— Work item —
The lines to copy are those holding the string "tertiary" in the entries below.

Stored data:

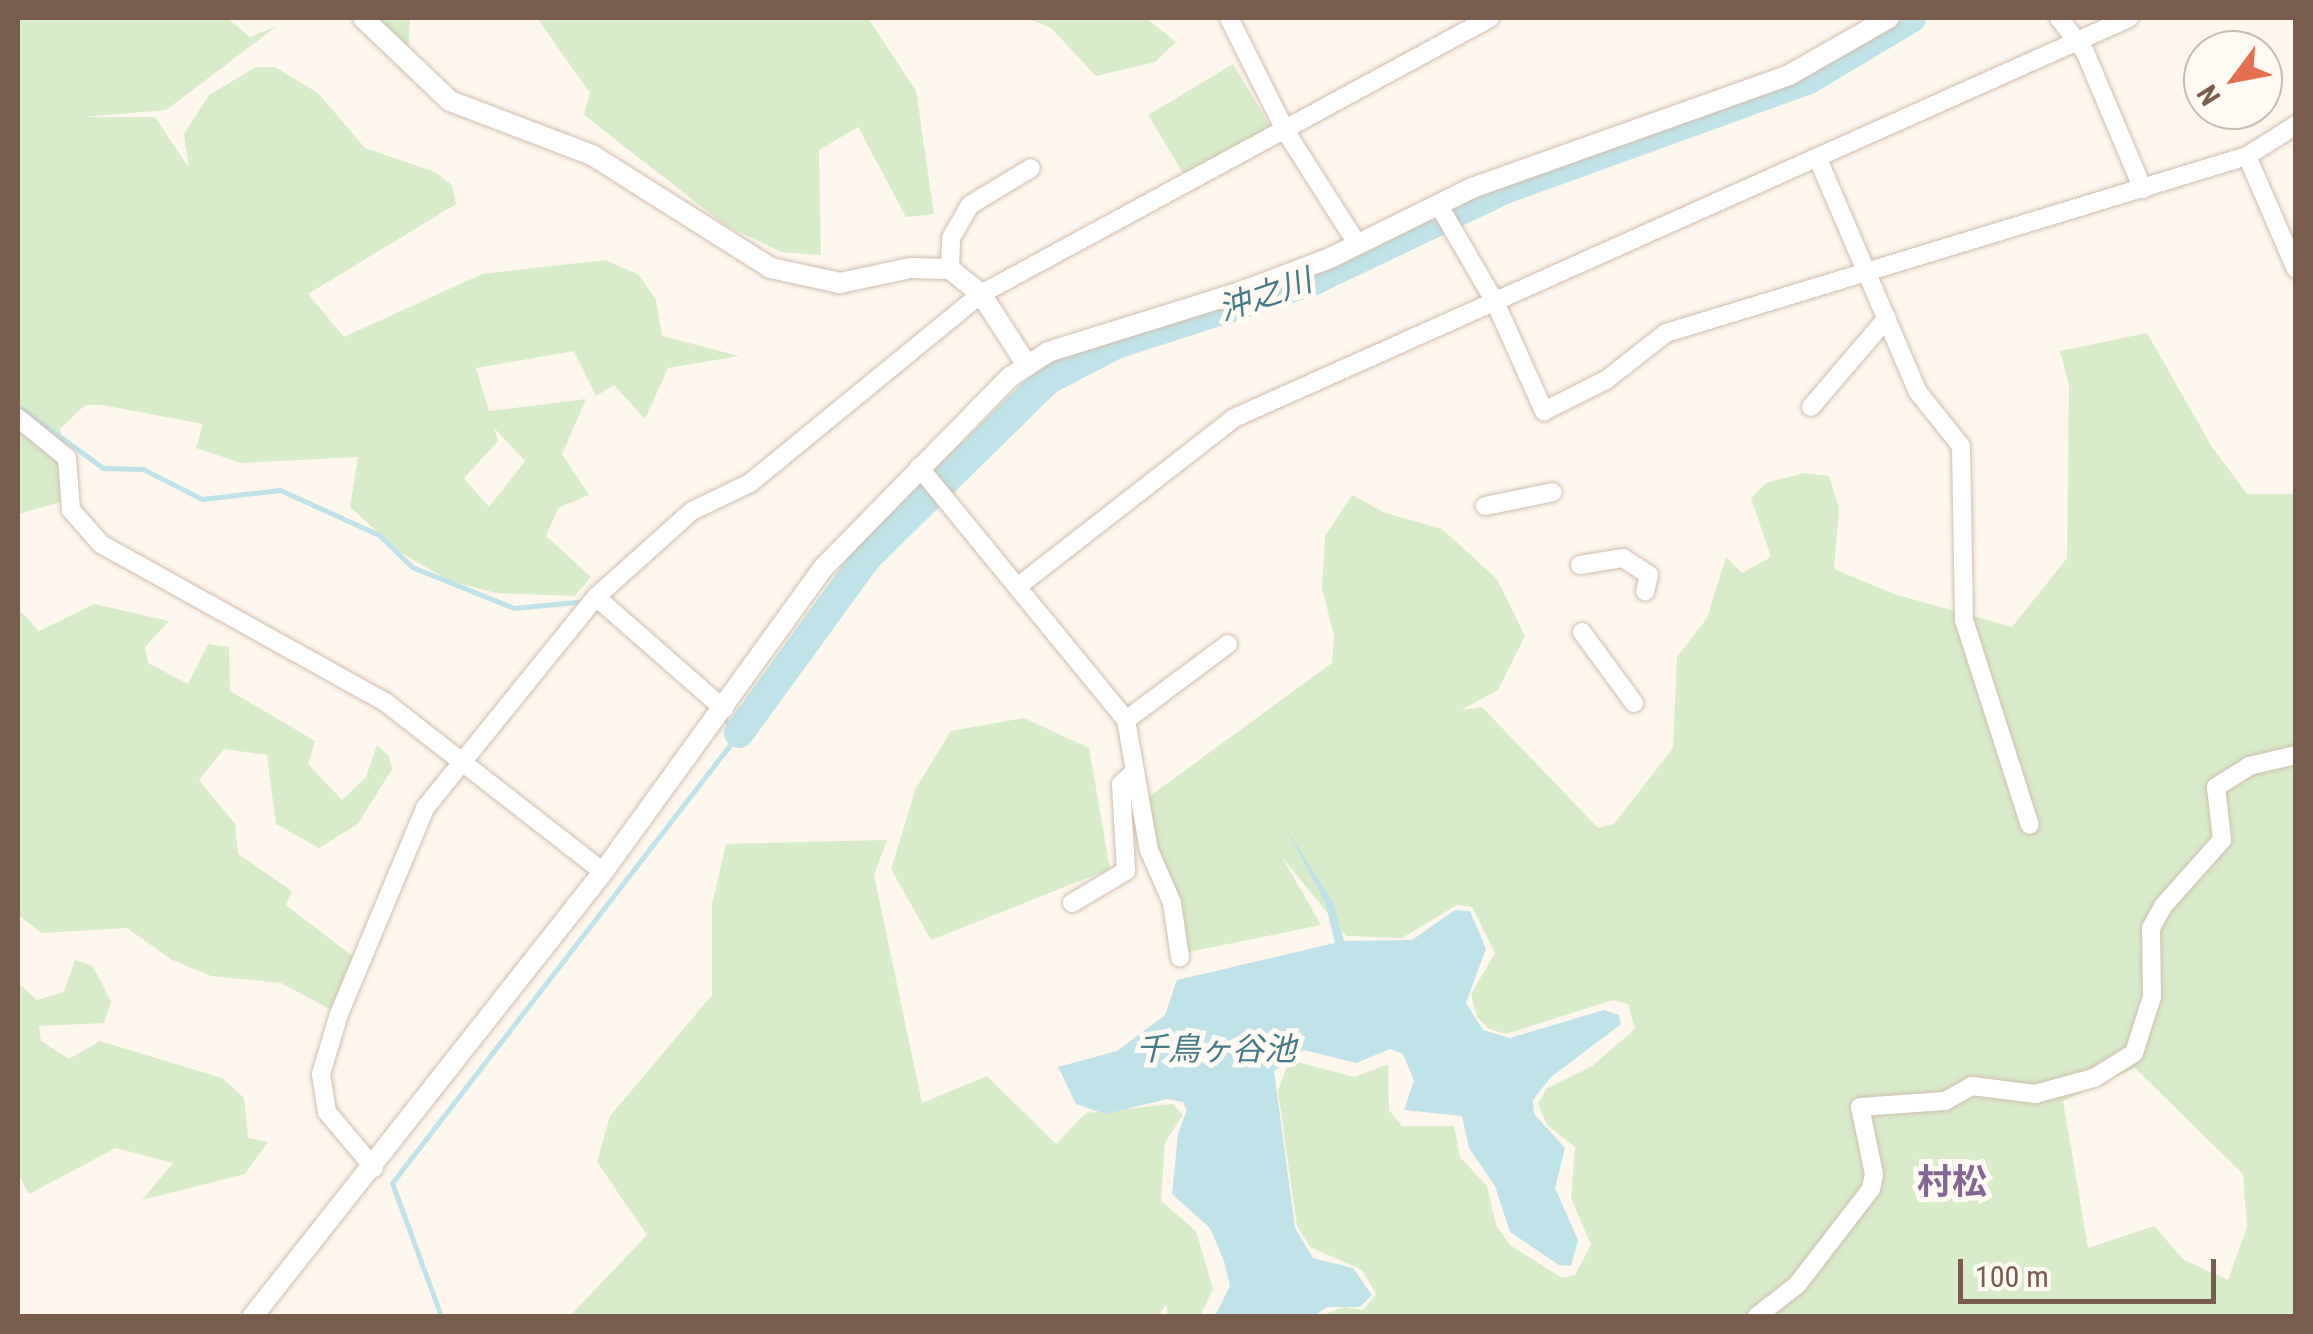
<!DOCTYPE html>
<meta charset="utf-8">
<style>
body{margin:0}
#map{position:relative;width:2313px;height:1334px;overflow:hidden;background:#fdf6ec;font-family:"Roboto Condensed","Noto Sans JP",sans-serif}
div>[style]{position:absolute}
.green>*{inset:0;background:#d8ecc9;transform-origin:0 0}
.water>*{inset:0;background:#bfe3e8}
.stream>*{height:5px;margin:-2.5px;padding:0 2.5px;transform-origin:2.5px;border-radius:2.5px;background:#bfe3e8}
.river>*{height:30px;margin:-15px;padding:0 15px;transform-origin:15px;border-radius:15px;background:#bfe3e8}
.roads{filter:drop-shadow(0 0 2px #d1beb0) drop-shadow(0 0 2px #d1beb0)}
.minor>*{height:18px;margin:-9px;padding:0 9px;transform-origin:9px;border-radius:9px;background:#fff}
.tertiary>*{height:20px;margin:-10px;padding:0 10px;transform-origin:10px;border-radius:10px;background:#fff}
span{translate:-50% -50%;white-space:nowrap;text-align:center;line-height:1.15;-webkit-text-stroke:10px #fffaf3;paint-order:stroke}
.water-label{font-size:32px;color:#437c86;font-style:italic}
.quarter-label{font-size:35px;color:#846695;font-weight:700}
.frame{position:absolute;inset:0;border:20px solid #7a5c4d;pointer-events:none}
.north{position:absolute;left:2183px;top:30px;width:100px;height:100px;box-sizing:border-box;background:#fffaf3;border:2px solid #cabbb1;border-radius:50%;rotate:238deg;font-size:28px;font-weight:700;line-height:40px;text-align:center;color:#7a5c4d}
.north::after{content:'';display:block;margin:auto;width:35px;height:45px;background:#e76f51;clip-path:polygon(50% 0,100% 100%,50% 72%,0 100%)}
.scale{position:absolute;left:1958px;top:1259px;width:258px;height:45px;box-sizing:border-box;border:5px solid #7a5c4d;border-top:0;padding-left:12px;font-size:30px;line-height:35px;white-space:nowrap;color:#7a5c4d;-webkit-text-stroke:8px #fffaf3;paint-order:stroke}
</style>
<div id="map">
<div class="green">
<div style="clip-path:polygon(evenodd,18px 18px,227px 18px,250px 37px,277px 26px,166px 110px,83px 117px,155px 117px,189px 168px,184px 134px,209px 95px,256px 67px,275px 67px,318px 93px,365px 148px,435px 172px,452px 185px,456px 204px,308px 294px,344px 337px,482px 274px,605px 260px,639px 275px,656px 300px,662px 336px,739px 356px,668px 368px,645px 419px,614px 385px,596px 396px,574px 351px,476px 368px,489px 411px,586px 399px,562px 454px,589px 495px,558px 508px,546px 536px,591px 577px,575px 596px,496px 593px,450px 581px,401px 553px,350px 507px,358px 457px,241px 463px,196px 448px,203px 424px,102px 405px,85px 405px,60px 429px,72px 499px,18px 514px,18px 18px,494px 428px,525px 461px,489px 507px,464px 478px,498px 441px,494px 428px)"></div>
<div style="clip-path:polygon(353px 18px,410px 18px,408px 58px)"></div>
<div style="clip-path:polygon(537px 18px,868px 18px,916px 91px,934px 214px,906px 217px,858px 127px,819px 150px,821px 255px,781px 252px,725px 225px,584px 115px,590px 93px)"></div>
<div style="clip-path:polygon(1026px 18px,1146px 18px,1176px 42px,1155px 62px,1096px 76px,1051px 28px)"></div>
<div style="left:1233px;top:64px;width:76px;height:99px;rotate:59deg"></div>
<div style="clip-path:polygon(evenodd,2147px 333px,2212px 447px,2247px 494px,2295px 494px,2295px 1316px,1320px 1316px,1344px 1307px,1363px 1310px,1376px 1294px,1362px 1270px,1310px 1247px,1297px 1226px,1278px 1091px,1289px 1060px,1355px 1077px,1388px 1064px,1389px 1110px,1402px 1126px,1454px 1126px,1460px 1157px,1487px 1186px,1496px 1225px,1510px 1245px,1562px 1278px,1575px 1275px,1591px 1245px,1571px 1198px,1575px 1147px,1547px 1125px,1538px 1104px,1547px 1088px,1591px 1067px,1635px 1029px,1628px 1004px,1613px 1000px,1506px 1034px,1489px 1029px,1477px 1017px,1471px 994px,1495px 953px,1472px 907px,1457px 905px,1402px 938px,1346px 936px,1282px 857px,1321px 925px,1189px 952px,1183px 947px,1146px 799px,1332px 663px,1334px 636px,1322px 588px,1325px 536px,1352px 495px,1385px 513px,1442px 529px,1497px 579px,1525px 636px,1498px 690px,1461px 710px,1482px 707px,1598px 828px,1614px 824px,1673px 748px,1677px 657px,1707px 618px,1726px 557px,1742px 573px,1771px 557px,1751px 498px,1766px 483px,1804px 473px,1829px 476px,1839px 508px,1834px 569px,1894px 594px,2012px 627px,2067px 558px,2069px 385px,2060px 351px,2147px 333px,2135px 1068px,2243px 1174px,2247px 1227px,2228px 1280px,2184px 1260px,2154px 1226px,2088px 1248px,2063px 1101px,2135px 1068px)"></div>
<div style="clip-path:polygon(94px 604px,169px 621px,145px 647px,148px 663px,188px 684px,208px 644px,229px 647px,230px 691px,315px 741px,308px 764px,342px 800px,366px 777px,377px 745px,389px 756px,392px 769px,358px 824px,319px 848px,276px 824px,267px 755px,224px 749px,199px 780px,235px 824px,238px 854px,292px 891px,286px 905px,360px 962px,339px 1014px,281px 983px,211px 976px,172px 960px,127px 928px,42px 933px,18px 915px,18px 609px,39px 631px)"></div>
<div style="clip-path:polygon(1024px 718px,1089px 748px,1110px 869px,931px 940px,891px 869px,916px 788px,951px 731px)"></div>
<div style="clip-path:polygon(887px 840px,874px 875px,922px 1103px,987px 1076px,1056px 1144px,1086px 1113px,1173px 1104px,1183px 1115px,1165px 1142px,1161px 1201px,1196px 1231px,1213px 1289px,1200px 1316px,1168px 1316px,1166px 1304px,1159px 1316px,570px 1316px,647px 1235px,597px 1162px,610px 1116px,712px 995px,712px 905px,726px 844px)"></div>
<div style="clip-path:polygon(75px 960px,91px 965px,101px 981px,111px 1002px,104px 1023px,39px 1026px,41px 1041px,69px 1059px,100px 1041px,222px 1078px,244px 1098px,248px 1138px,268px 1142px,245px 1174px,142px 1200px,173px 1163px,116px 1148px,29px 1194px,18px 1173px,18px 983px,37px 1000px,64px 992px)"></div>
</div>
<div class="water">
<div style="clip-path:polygon(1285px 827px,1333px 902px,1344px 941px,1412px 940px,1455px 910px,1470px 911px,1486px 949px,1466px 1003px,1483px 1030px,1510px 1038px,1604px 1010px,1619px 1015px,1621px 1024px,1551px 1077px,1533px 1100px,1534px 1114px,1565px 1148px,1555px 1188px,1578px 1240px,1571px 1266px,1559px 1265px,1510px 1232px,1495px 1186px,1469px 1148px,1462px 1116px,1404px 1110px,1414px 1081px,1403px 1054px,1390px 1049px,1356px 1063px,1304px 1050px,1274px 1071px,1295px 1228px,1313px 1258px,1353px 1268px,1372px 1295px,1360px 1307px,1327px 1307px,1314px 1316px,1215px 1316px,1230px 1286px,1224px 1261px,1210px 1228px,1172px 1194px,1178px 1133px,1187px 1110px,1183px 1102px,1167px 1099px,1105px 1114px,1076px 1104px,1058px 1067px,1117px 1051px,1165px 1015px,1177px 980px,1335px 943px,1325px 902px)"></div>
</div>
<div class="stream">
<div style="left:18px;top:406px;width:105px;rotate:36.1deg"></div>
<div style="left:103px;top:468px;width:40px;rotate:1.4deg"></div>
<div style="left:143px;top:469px;width:66px;rotate:27deg"></div>
<div style="left:202px;top:499px;width:79px;rotate:-6.6deg"></div>
<div style="left:280px;top:490px;width:109px;rotate:24.4deg"></div>
<div style="left:379px;top:535px;width:46px;rotate:44.1deg"></div>
<div style="left:412px;top:567px;width:110px;rotate:21.9deg"></div>
<div style="left:514px;top:608px;width:73px;rotate:-5.5deg"></div>
<div style="left:441px;top:1316px;width:142px;rotate:-110.2deg"></div>
<div style="left:392px;top:1183px;width:568px;rotate:-52.36deg"></div>
<div style="left:739px;top:733px;width:25px;rotate:-138deg"></div>
</div>
<div class="river">
<div style="left:739px;top:733px;width:216px;rotate:-54deg"></div>
<div style="left:866px;top:558px;width:254px;rotate:-44.5deg"></div>
<div style="left:1047px;top:380px;width:78px;rotate:-27.6deg"></div>
<div style="left:1116px;top:344px;width:208px;rotate:-17.9deg"></div>
<div style="left:1314px;top:280px;width:212px;rotate:-25.5deg"></div>
<div style="left:1505px;top:189px;width:323px;rotate:-19.9deg"></div>
<div style="left:1809px;top:79px;width:119px;rotate:-30.9deg"></div>
</div>
<div class="roads">
<div class="minor">
<div style="left:1229px;top:18px;width:127px;rotate:63.4deg"></div>
<div style="left:1286px;top:132px;width:134px;rotate:57.5deg"></div>
<div style="left:2059px;top:18px;width:43px;rotate:52.6deg"></div>
<div style="left:2085px;top:52px;width:149px;rotate:67.1deg"></div>
<div style="left:2247px;top:156px;width:123px;rotate:66.6deg"></div>
<div style="left:1818px;top:159px;width:254px;rotate:66.8deg"></div>
<div style="left:1918px;top:392px;width:69px;rotate:51.5deg"></div>
<div style="left:1961px;top:446px;width:174px;rotate:89deg"></div>
<div style="left:1964px;top:620px;width:215px;rotate:72.2deg"></div>
<div style="left:1438px;top:204px;width:113px;rotate:59.8deg"></div>
<div style="left:1495px;top:302px;width:120px;rotate:65.8deg"></div>
<div style="left:1544px;top:411px;width:69px;rotate:-26.6deg"></div>
<div style="left:1606px;top:380px;width:76px;rotate:-38.1deg"></div>
<div style="left:1666px;top:333px;width:607px;rotate:-16.94deg"></div>
<div style="left:2247px;top:156px;width:58px;rotate:-32.3deg"></div>
<div style="left:950px;top:269px;width:31px;rotate:-88deg"></div>
<div style="left:951px;top:238px;width:38px;rotate:-60deg"></div>
<div style="left:970px;top:205px;width:71px;rotate:-31.2deg"></div>
<div style="left:1811px;top:407px;width:117px;rotate:-49.5deg"></div>
<div style="left:18px;top:418px;width:63px;rotate:39.2deg"></div>
<div style="left:67px;top:458px;width:52px;rotate:85.6deg"></div>
<div style="left:71px;top:510px;width:45px;rotate:48.6deg"></div>
<div style="left:101px;top:544px;width:325px;rotate:29.1deg"></div>
<div style="left:385px;top:702px;width:276px;rotate:37.9deg"></div>
<div style="left:919px;top:467px;width:327px;rotate:50.7deg"></div>
<div style="left:1126px;top:720px;width:132px;rotate:80deg"></div>
<div style="left:1149px;top:850px;width:58px;rotate:66.5deg"></div>
<div style="left:1172px;top:903px;width:55px;rotate:81.6deg"></div>
<div style="left:1485px;top:506px;width:69px;rotate:-11.6deg"></div>
<div style="left:1580px;top:565px;width:44px;rotate:-9.2deg"></div>
<div style="left:1623px;top:558px;width:31px;rotate:33deg"></div>
<div style="left:1649px;top:575px;width:17px;rotate:103deg"></div>
<div style="left:1021px;top:584px;width:270px;rotate:-37.9deg"></div>
<div style="left:1234px;top:418px;width:980px;rotate:-24.08deg"></div>
<div style="left:596px;top:597px;width:170px;rotate:41.2deg"></div>
<div style="left:1582px;top:632px;width:88px;rotate:53.8deg"></div>
<div style="left:1126px;top:720px;width:127px;rotate:-36.7deg"></div>
<div style="left:1072px;top:903px;width:63px;rotate:-30.7deg"></div>
<div style="left:1126px;top:871px;width:87px;rotate:-93.3deg"></div>
<div style="left:1121px;top:784px;width:15px;rotate:-42deg"></div>
<div style="left:374px;top:1168px;width:73px;rotate:-130deg"></div>
<div style="left:327px;top:1112px;width:38px;rotate:-99deg"></div>
<div style="left:321px;top:1074px;width:63px;rotate:-73.3deg"></div>
<div style="left:339px;top:1014px;width:223px;rotate:-67.3deg"></div>
<div style="left:425px;top:808px;width:272px;rotate:-51deg"></div>
<div style="left:596px;top:597px;width:129px;rotate:-41.9deg"></div>
<div style="left:692px;top:511px;width:64px;rotate:-25.8deg"></div>
<div style="left:750px;top:483px;width:298px;rotate:-39.3deg"></div>
<div style="left:981px;top:294px;width:579px;rotate:-28.47deg"></div>
<div style="left:1757px;top:1316px;width:51px;rotate:-37.8deg"></div>
<div style="left:1797px;top:1285px;width:121px;rotate:-52.4deg"></div>
<div style="left:1871px;top:1189px;width:15px;rotate:-79deg"></div>
<div style="left:1874px;top:1174px;width:68px;rotate:-101.8deg"></div>
<div style="left:1860px;top:1107px;width:85px;rotate:-4deg"></div>
<div style="left:1945px;top:1101px;width:31px;rotate:-29deg"></div>
<div style="left:1972px;top:1086px;width:64px;rotate:7.2deg"></div>
<div style="left:2035px;top:1094px;width:61px;rotate:-15.2deg"></div>
<div style="left:2094px;top:1078px;width:47px;rotate:-32deg"></div>
<div style="left:2134px;top:1053px;width:59px;rotate:-72.2deg"></div>
<div style="left:2152px;top:997px;width:69px;rotate:-90.8deg"></div>
<div style="left:2151px;top:928px;width:26px;rotate:-61deg"></div>
<div style="left:2164px;top:905px;width:87px;rotate:-48.3deg"></div>
<div style="left:2222px;top:840px;width:53px;rotate:-96.5deg"></div>
<div style="left:2216px;top:787px;width:39px;rotate:-32deg"></div>
<div style="left:2249px;top:766px;width:48px;rotate:-13.2deg"></div>
</div>
<div class="tertiary">
<div style="left:363px;top:18px;width:120px;rotate:43.7deg"></div>
<div style="left:450px;top:101px;width:152px;rotate:20.8deg"></div>
<div style="left:592px;top:155px;width:212px;rotate:32.3deg"></div>
<div style="left:771px;top:268px;width:71px;rotate:12.3deg"></div>
<div style="left:840px;top:283px;width:72px;rotate:-12.1deg"></div>
<div style="left:910px;top:268px;width:40px;rotate:1.4deg"></div>
<div style="left:950px;top:269px;width:40px;rotate:39deg"></div>
<div style="left:981px;top:294px;width:85px;rotate:57.1deg"></div>
<div style="left:253px;top:1316px;width:565px;rotate:-51.75deg"></div>
<div style="left:603px;top:872px;width:377px;rotate:-54.1deg"></div>
<div style="left:824px;top:567px;width:266px;rotate:-45.6deg"></div>
<div style="left:1010px;top:377px;width:45px;rotate:-33.3deg"></div>
<div style="left:1048px;top:352px;width:199px;rotate:-17.3deg"></div>
<div style="left:1238px;top:293px;width:98px;rotate:-20.8deg"></div>
<div style="left:1330px;top:258px;width:158px;rotate:-26.2deg"></div>
<div style="left:1472px;top:188px;width:337px;rotate:-19.6deg"></div>
<div style="left:1789px;top:75px;width:115px;rotate:-29.7deg"></div>
</div>
</div>
<div class="water-label">
<span style="left:1265px;top:295px;rotate:-19deg">沖之川</span>
<span style="left:1216px;top:1049px">千鳥ヶ谷池</span>
</div>
<div class="quarter-label">
<span style="left:1952px;top:1183px">村松</span>
</div>
<div class="frame"></div>
<div class="north">N</div>
<div class="scale">100 m</div>
</div>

— Reply —
.tertiary>*{height:20px;margin:-10px;padding:0 10px;transform-origin:10px;border-radius:10px;background:#fff}
<div class="tertiary">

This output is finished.